Tartışmanın konusunu, kamyonuna el konulması ve sonra iade edilmesi nedeniyle, davacı lehine manevi tazminata hükmedilmesinin doğru olup olmadığı oluşturmaktadır.
B) CEZA GENEL KURULU ÇOĞUNLUĞUNUN BENİMSEDİĞİ GÖRÜŞ:
Çoğunluk tarafından, somut olayda davacının manevi zararının bulunmadığı kabul edilerek; Yargıtay Cumhuriyet Başsavcılığı’nın itirazının kabulüne, Yargıtay 7. Ceza Dairesi’nin onama kararının kaldırılmasına ve yerel mahkeme hükmünün manevi tazminat yönünden bozulmasına karar verilmiştir.
C) KONUNUN İRDELENMESİ:
5271 sayılı CMK’nın 141. maddesinin 1. fıkrasının (j) bendinde; suç soruşturması sırasında, koşulları oluşmadığı halde eşyasına elkonulan kişinin, maddi ve manevi her türlü zararını Devletten isteyebileceği öngörülmüştür. Böylece, koşulları oluşmadığı halde eşyasına el konulan kişinin, maddi zararı dışında manevi zararını da Devletten isteyebileceği açıkça belirtilmiştir.
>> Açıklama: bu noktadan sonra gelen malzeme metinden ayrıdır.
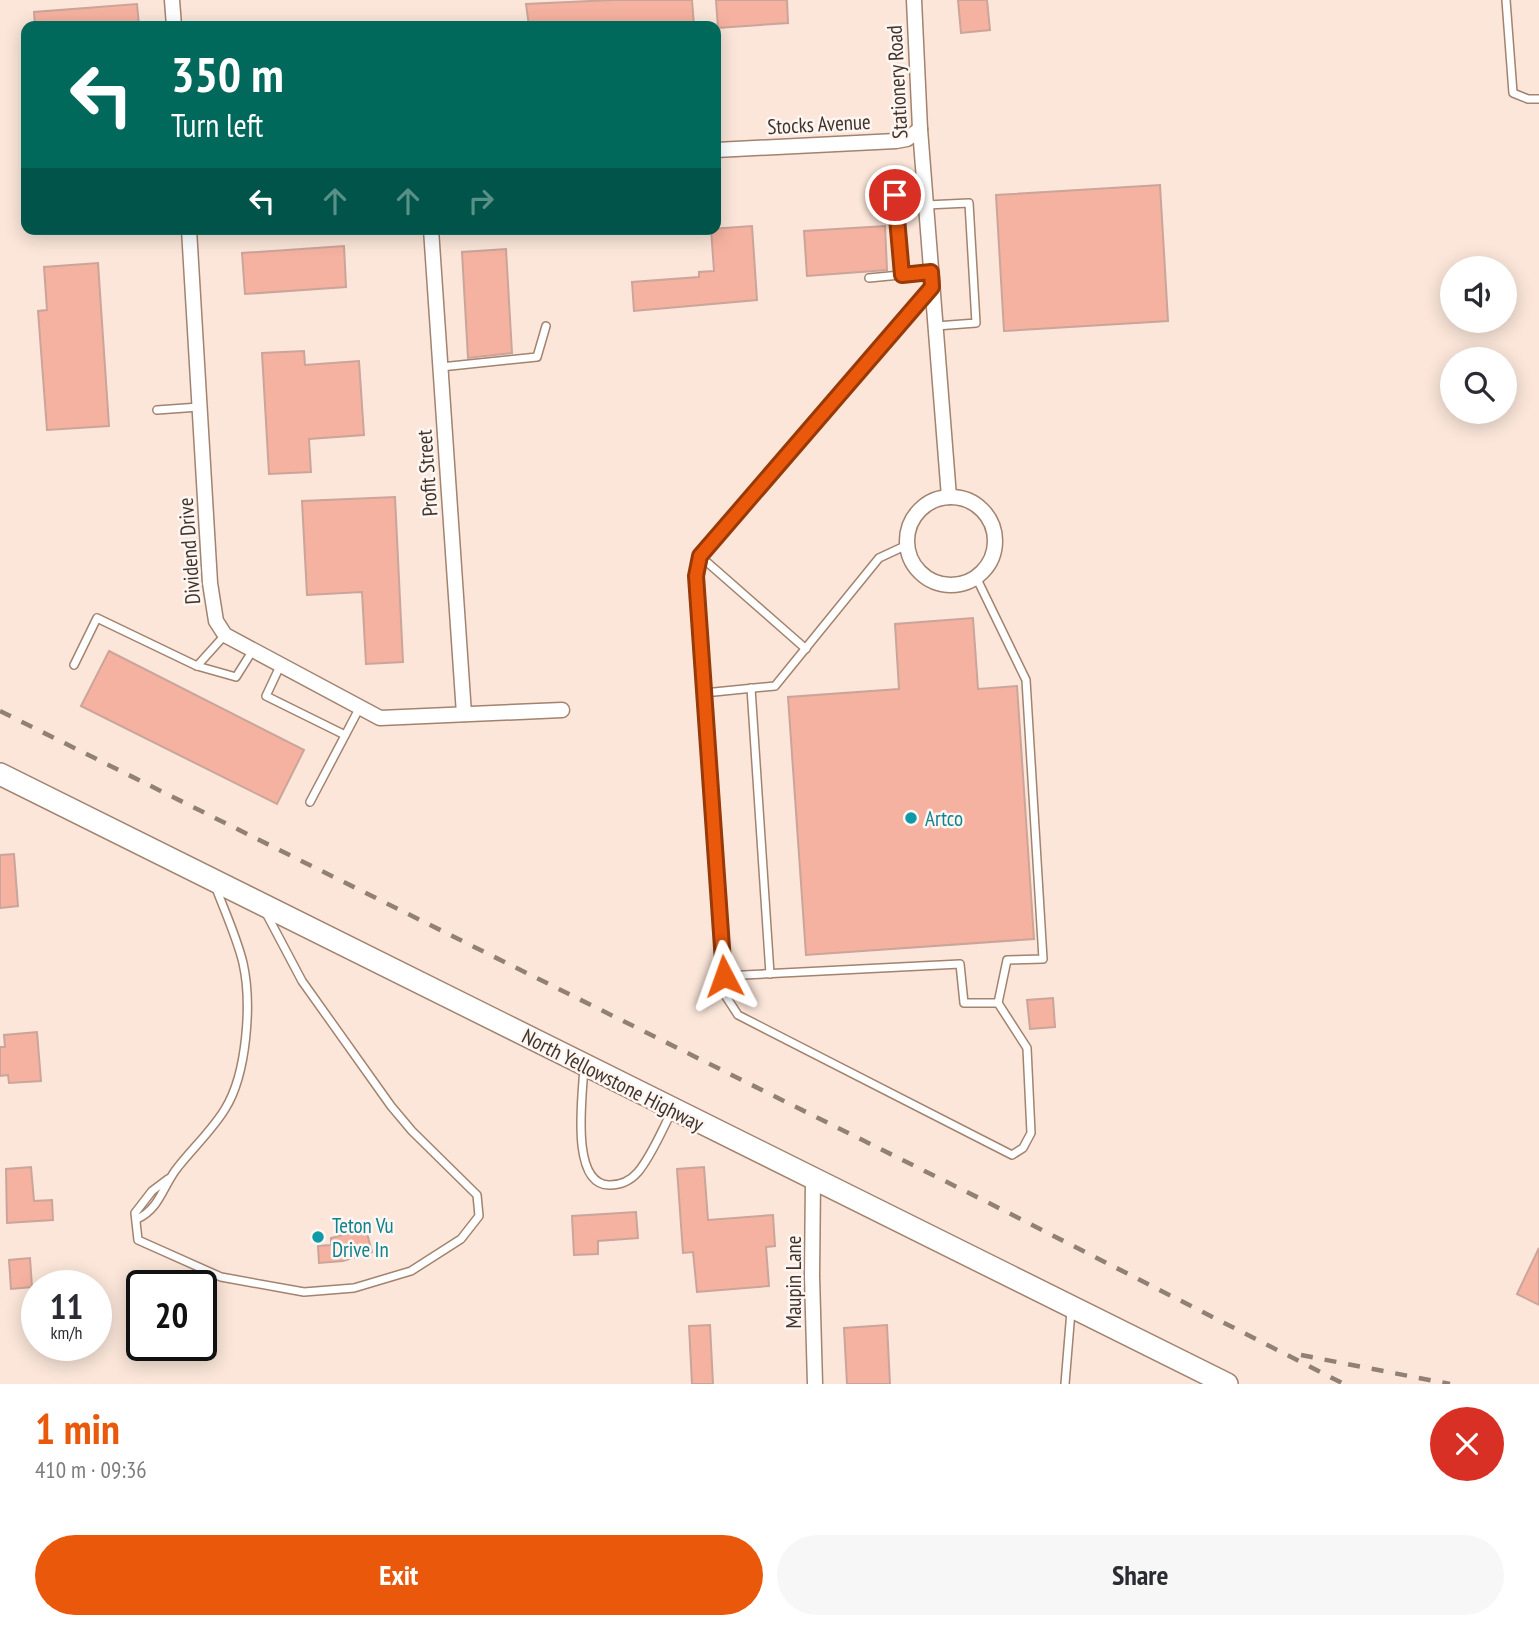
<!DOCTYPE html>
<meta charset="utf-8">
<style>
body{margin:0;font-family:"PT Sans Narrow",sans-serif;background:#f7f7f7;color:#2b2b33;height:100vh;display:flex;flex-direction:column;font-size:26px;white-space:nowrap}
*{box-sizing:border-box;margin:0}
p{font-size:23px;color:#7c7c81}
.icon{flex:none;width:38px;height:38px;fill:none;stroke:currentColor;stroke-width:2;stroke-linecap:round;stroke-linejoin:round}
.map{position:relative;height:1384px;overflow:hidden}
.sheet{display:flex;flex-direction:column;background:#fff;flex:1}
.sheet>*{flex:none}
.banner{position:absolute;left:21px;top:21px;width:700px;height:214px;border-radius:14px;box-shadow:0 4px 18px #0003;background:#00695c;color:#fff;overflow:hidden}
.fabs{position:absolute;left:1440px;top:256px;display:grid;gap:14px}
.fabs a{display:grid;place-items:center;width:77px;height:77px;border-radius:50%;background:#fff;box-shadow:0 4px 18px #0003;font-size:35px}
.speed{position:absolute;left:21px;top:1270px;display:flex;gap:14px;font-size:35px;font-weight:700;text-align:center}
.speed>*{display:grid;place-content:center;width:91px;height:91px;border-radius:50%;background:#fff;box-shadow:0 4px 18px #0003;line-height:1}
.speed small{font-size:18px;font-weight:400}
.speed .limit{border:4px solid #111;border-radius:10px;background:#fff;color:#111}
.pin{position:absolute;display:grid;place-items:center;width:60px;height:60px;color:#fff;margin:-30px;border:4px solid #fff;border-radius:50%;box-shadow:0 2px 7px #0007}
.me{position:absolute;width:77px;margin:-38px;rotate:356deg;stroke-linejoin:round;filter:drop-shadow(0 0 5px #0008)}
.turn{display:flex;align-items:center;gap:24px;height:147px;padding:0 35px;font-size:32px}
.turn .icon{width:91px;height:91px;stroke-width:2.5}
.turn b{display:block;font-size:49px;line-height:60px}
.lanes{display:flex;align-items:center;height:66px;padding:0 35px;background:#0003;justify-content:center;gap:35px;direction:ltr}
.lanes .off{opacity:.35}
.round{display:grid;place-items:center;flex:none;width:74px;height:74px;border-radius:37px;background:#f7f7f7}
.headline{display:flex;align-items:center;justify-content:space-between;height:119px;padding:0 35px}
h1{font-size:42px;font-weight:800;line-height:52px;color:#ea580c}
.primary-button{display:flex;gap:14px;margin-top:auto;padding:14px 35px}
.primary-button a{flex:1;height:80px;border-radius:42px;background:#ea580c;color:#fff;font-size:28px;font-weight:800;line-height:80px;text-align:center}
.primary-button a+a{background:#f7f7f7;color:#2b2b33}
.map>svg:first-child{display:block}
.building{fill:#f6b2a0;stroke:#cba49a;stroke-width:2}
.lines{fill:none;stroke-linecap:round;stroke-linejoin:round}
.lane-casing{stroke:#a2836f;stroke-width:10}
.street-casing{stroke:#a2836f;stroke-width:17}
.secondary-casing{stroke:#a2836f;stroke-width:24}
.lane{stroke:#fff;stroke-width:7}
.street{stroke:#fff;stroke-width:14}
.secondary{stroke:#fff;stroke-width:21}
.rail{stroke:#918076;stroke-width:4.5;stroke-dasharray:12 12;stroke-linecap:butt}
.route-casing{stroke:#983908;stroke-width:18}
.route{stroke:#ea580c;stroke-width:12}
.culture-dot{fill:#0f9aa8;stroke:#fef6f2;stroke-width:2.5}
.labels{text-anchor:middle;dominant-baseline:central;stroke-width:5;stroke-linejoin:round;paint-order:stroke}
.street-label{font-size:21px;fill:#41342b;stroke:#fef6f2}
.culture-label{font-size:21px;fill:#0d838f;stroke:#fef6f2;text-anchor:start}
</style>
<div class="map">
<svg width="1539" height="1384" viewBox="0 0 1539 1384">
<rect width="100%" height="100%" fill="#fbe6d9"/>
<!-- building -->
<g class="building">
<path d="M 612,0 L 692,0 L 694,26 L 529,26 L 526,4 Z"/>
<path d="M 716,0 L 787,0 L 788,23 L 718,28 Z"/>
<path d="M 958,0 L 987,0 L 990,30 L 961,33 Z"/>
<path d="M 137,4 L 139,26 L 35,26 L 34,12 Z"/>
<path d="M 1160,185 L 1168,321 L 1004,331 L 996,195 Z"/>
<path d="M 752,226 L 757,300 L 634,311 L 632,282 L 699,277 L 699,272 L 714,271 L 711,229 Z"/>
<path d="M 885,226 L 887,270 L 807,276 L 804,231 Z"/>
<path d="M 344,246 L 346,287 L 245,294 L 242,253 Z"/>
<path d="M 506,249 L 512,353 L 468,358 L 462,252 Z"/>
<path d="M 98,263 L 109,426 L 47,430 L 38,311 L 47,310 L 44,267 Z"/>
<path d="M 304,351 L 305,365 L 359,361 L 364,435 L 309,439 L 311,472 L 269,474 L 262,353 Z"/>
<path d="M 395,497 L 403,662 L 366,664 L 362,592 L 307,595 L 302,501 Z"/>
<path d="M 973,618 L 978,689 L 1017,686 L 1034,939 L 806,955 L 788,697 L 899,689 L 895,624 Z"/>
<path d="M 109,651 L 304,750 L 277,804 L 81,706 Z"/>
<path d="M 14,854 L 18,906 L 0,908 L 0,855 Z"/>
<path d="M 1053,998 L 1055,1027 L 1030,1029 L 1027,1000 Z"/>
<path d="M 37,1032 L 41,1081 L 9,1083 L 8,1075 L 0,1076 L 0,1047 L 5,1047 L 4,1035 Z"/>
<path d="M 31,1167 L 34,1201 L 52,1200 L 53,1220 L 7,1223 L 6,1169 Z"/>
<path d="M 704,1167 L 708,1220 L 773,1215 L 775,1246 L 766,1247 L 769,1286 L 697,1292 L 693,1252 L 683,1253 L 677,1169 Z"/>
<path d="M 636,1212 L 638,1238 L 598,1241 L 598,1254 L 574,1255 L 572,1216 Z"/>
<path d="M 366,1229 L 372,1252 L 343,1261 L 319,1263 L 318,1246 L 331,1245 L 331,1238 Z"/>
<path d="M 1539,1248 L 1539,1305 L 1517,1294 Z"/>
<path d="M 30,1258 L 32,1287 L 11,1289 L 9,1260 Z"/>
<path d="M 710,1325 L 713,1384 L 692,1384 L 689,1326 Z"/>
<path d="M 887,1325 L 890,1384 L 847,1384 L 844,1328 Z"/>
</g>
<g class="lines">
<!-- lane casing -->
<g class="lane-casing">
<g id="lane">
<path d="M 1506,0 L 1513,93 L 1528,99 L 1539,99"/>
<path d="M 895,195 L 902,275"/>
<path d="M 926,205 L 969,203 L 976,323 L 936,326"/>
<path d="M 869,278 L 931,272"/>
<path d="M 932,288 L 700,556 L 696,576 L 725,995 L 738,1015 L 1012,1155 L 1023,1148 L 1031,1133 L 1027,1048 L 998,1003 L 1007,960 L 1043,959 L 1026,680 L 976,577"/>
<path d="M 441,367 L 537,357 L 546,326"/>
<path d="M 157,410 L 199,407"/>
<path d="M 700,556 L 806,649"/>
<path d="M 281,664 L 266,696 L 345,735"/>
<path d="M 74,665 L 97,618 L 197,666 L 236,677 L 253,650"/>
<path d="M 197,666 L 225,635"/>
<path d="M 751,688 L 770,974"/>
<path d="M 704,693 L 775,686 L 879,558 L 907,545"/>
<path d="M 310,802 L 360,707"/>
<path d="M 724,976 L 960,964 L 964,1003 L 998,1003"/>
<path d="M 584,1066 C 583,1093 569,1186 610,1185 C 621,1185 631,1180 638,1172 C 652,1155 662,1130 672,1111"/>
<path d="M 168,1179 L 152,1191 L 135,1213 L 138,1240 L 221,1277 L 304,1292 L 354,1288 L 411,1271 L 461,1239 L 479,1216 L 477,1195 L 412,1131 L 391,1106 L 302,981 L 266,913"/>
<path d="M 137,1219 C 160,1209 163,1185 178,1167 C 193,1148 213,1129 225,1109 C 247,1074 252,1003 243,963 C 237,938 225,912 216,888"/>
<path d="M 1065,1384 L 1071,1311"/>
</g>
</g>
<!-- street casing -->
<g class="street-casing">
<g id="street">
<path d="M 172,0 L 174,26"/>
<path d="M 914,0 L 920,129 L 949,497"/>
<path d="M 716,150 L 896,141 L 907,139 L 920,129"/>
<path d="M 189,229 L 210,583 L 216,621 L 225,635 L 380,718 L 562,710"/>
<path d="M 431,229 L 464,714"/>
<circle cx="951" cy="541" r="44"/>
<path d="M 813,1180 L 812,1276 L 815,1384"/>
</g>
</g>
<!-- secondary casing -->
<g class="secondary-casing">
<path id="secondary" d="M 0,774 L 1227,1384"/>
</g>
<!-- lane -->
<use href="#lane" class="lane"/>
<!-- street -->
<use href="#street" class="street"/>
<!-- secondary -->
<use href="#secondary" class="secondary"/>
<!-- rail -->
<g class="rail">
<path d="M 0,711 L 989,1203 L 1344,1384"/>
<path d="M 1301,1355 L 1450,1384"/>
</g>
</g>
<g class="lines">
<!-- route casing -->
<g class="route-casing">
<path id="route" d="M 724,976 L 696,576 L 700,556 L 932,287 L 931,272 L 902,275 L 895,195"/>
</g>
<!-- route -->
<use href="#route" class="route"/>
</g>
<!-- markers -->
<g class="culture-dot">
<circle cx="911" cy="818" r="7"/>
<circle cx="318" cy="1237" r="7"/>
</g>
<g class="labels">
<!-- street labels -->
<g class="street-label">
<text transform="translate(897 82) rotate(-93)">Stationery Road</text>
<text transform="translate(819 124) rotate(-3)">Stocks Avenue</text>
<text transform="translate(427 473) rotate(-94)">Profit Street</text>
<text transform="translate(189 551) rotate(-94)">Dividend Drive</text>
<text transform="translate(613 1080) rotate(27)">North Yellowstone Highway</text>
<text transform="translate(793 1282) rotate(-90)">Maupin Lane</text>
</g>
<!-- culture labels -->
<g class="culture-label">
<text x="925" y="818">Artco</text>
<text x="332" y="1225">Teton Vu<tspan x="332" dy="24">Drive In</tspan></text>
</g>
</g>
</svg>
<div class="fabs">
<a><svg class="icon" aria-label="sound" viewBox="0 0 24 24"><path d="M4 9h4l5-4v14l-5-4H4zM17 9q2 3 0 6"/></svg></a>
<a><svg class="icon" aria-label="search" viewBox="0 0 24 24"><circle cx="10" cy="10" r="6"/><path d="M15 15l6 6"/></svg></a>
</div>
<div class="speed"><div>11<small>km/h</small></div><div class="limit">20</div></div>
<div class="pin" style="left:895px;top:195px;background:#d93025"><svg class="icon" aria-label="arrive" viewBox="0 0 24 24"><path d="M6 21V4h12l-3 4 3 4H6"/></svg></div>
<svg class="me" style="left:724px;top:976px" viewBox="-20 -20 40 40"><path d="M0-17L14 15 0 8-14 15z" fill="#ea580c" stroke="#fff" stroke-width="4"/></svg>
<div class="banner">
<div class="turn"><svg class="icon" aria-label="left" viewBox="0 0 24 24"><path d="M17 20v-9H6M10 6l-5 5 5 5"/></svg><div><b>350 m</b>Turn left</div></div>
<div class="lanes"><svg class="icon" aria-label="left" viewBox="0 0 24 24"><path d="M17 20v-9H6M10 6l-5 5 5 5"/></svg><svg class="icon off" aria-label="ahead" viewBox="0 0 24 24"><path d="M12 20V5M6 11l6-6 6 6"/></svg><svg class="icon off" aria-label="ahead" viewBox="0 0 24 24"><path d="M12 20V5M6 11l6-6 6 6"/></svg><svg class="icon off" aria-label="right" viewBox="0 0 24 24"><path d="M7 20v-9h11M14 6l5 5-5 5"/></svg></div>
</div>
</div>
<section class="sheet">
<div class="headline"><div><h1>1 min</h1><p>410 m · 09:36</p></div><a class="round" style="background:#d93025;color:#fff"><svg class="icon" aria-label="close" viewBox="0 0 24 24"><path d="M6 6l12 12M18 6L6 18"/></svg></a></div>
<div class="primary-button"><a>Exit</a><a>Share</a></div>
</section>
Somut olayda, kaçakçılık suçunda kullanıldığı gerekçesiyle davacının kamyonuna el konmuş, daha sonra taşınan eşyanın kaçak olmadığı belirlenerek kamyon 6 ay 20 gün sonra iade edilmiştir. Kaçakçılık suçunda kullanıldığı gerekçesiyle aracına el konulan davacının onurunun zedelendiği ve buna bağlı olarak manevi zararının oluştuğu tartışmasız kabul edilmelidir.
D) SONUÇ:
Açıkladığım nedenlerle; Yargıtay Cumhuriyet Başsavcılığı’nın itirazının reddine karar verilmesi gerektiği kanısını taşıdığımdan, çoğunluğun aksi yöndeki görüşüne katılmıyorum.” görüşüyle,
Bir kısım Genel Kurul Üyesi ise; benzer düşüncelerle itirazın reddi gerektiği yönünde karşı oy kullanmışlardır.
SONUÇ :
Açıklanan nedenlerle;
1- Yargıtay C.Başsavcılığı itirazının KABULÜNE,
2-Yargıtay 7. Ceza Dairesinin 21.10.2010 gün ve 9480-15577 sayılı onama kararının manevi tazminata ilişkin bölümünün KALDIRILMASINA,
3-Davacı lehine manevi tazminata hükmedilmesine ilişkin Şırnak Ağır Ceza Mahkemesince verilen 05.10.2007 gün ve 106-830 sayılı hükmün BOZULMASINA,
4-Dosyanın mahalline gönderilmek üzere Yargıtay C.Başsavcılığına TEVDİİNE, 12.04.2011 günü yapılan müzakerede oyçokluğuyla karar verildi.